The southern brigade commanded by Colonel Frederik Valdemar Olsen advanced to Tabora following the Tanganyika Railway (Tanganjikabahn), which the Germans destroyed as they withdrew to the east. (Note: The Germans also made sure no trains and other equipment were left behind in the stations that were taken.) Tabora was an open plain surrounded by hills, which German Maj. Gen. Wahle had used to build his defences; his forces included loyalist Rwandan Indugaruga warriors. The southern brigade took control of the German railway station at Usoke on 30 August, in response Wahle sent reinforcements from Tabora to Usoke by train.
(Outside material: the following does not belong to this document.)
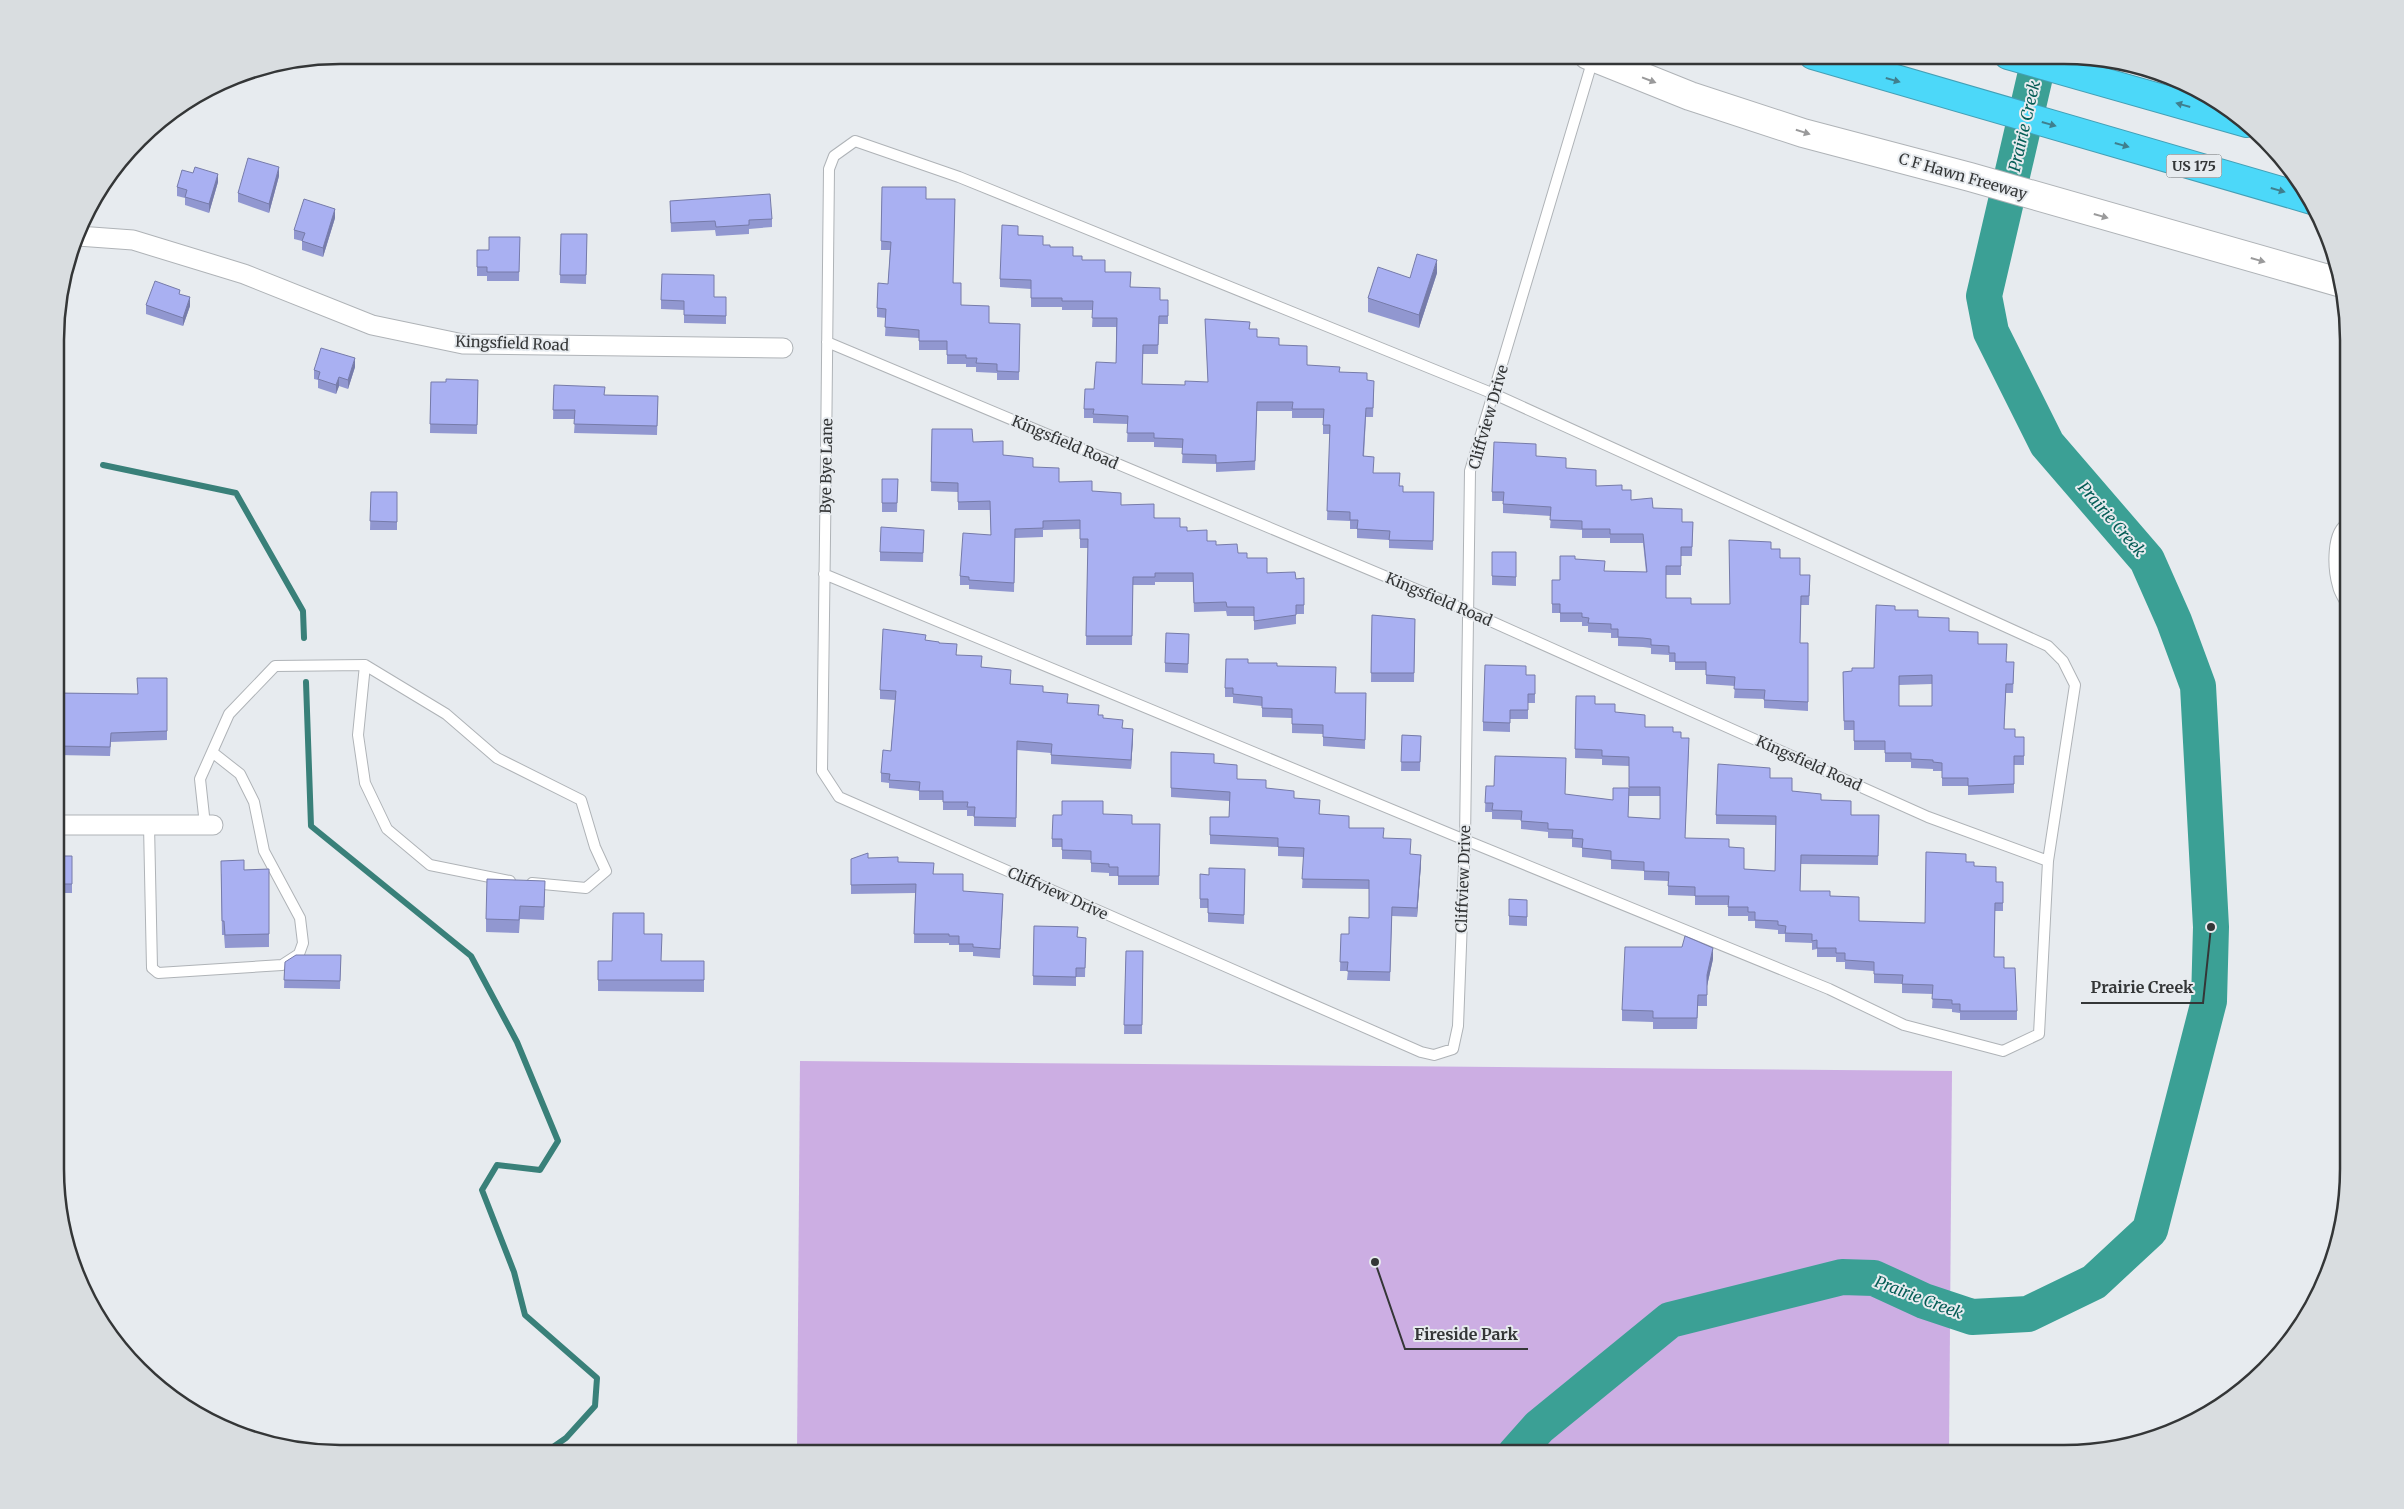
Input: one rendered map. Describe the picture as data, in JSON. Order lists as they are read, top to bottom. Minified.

The German Schutztruppen launched the counterattack on Usoke from 2 to 3 September, which was repelled by the Force Publique.

On the 7th, General Wahle launched another counterattack on the train station of Usoke, this time a naval gun was mounted on one of the railway wagons. Both sides suffered heavy losses, the train station was bombarded, the Force publique launched an attack, and the Germans were pushed back.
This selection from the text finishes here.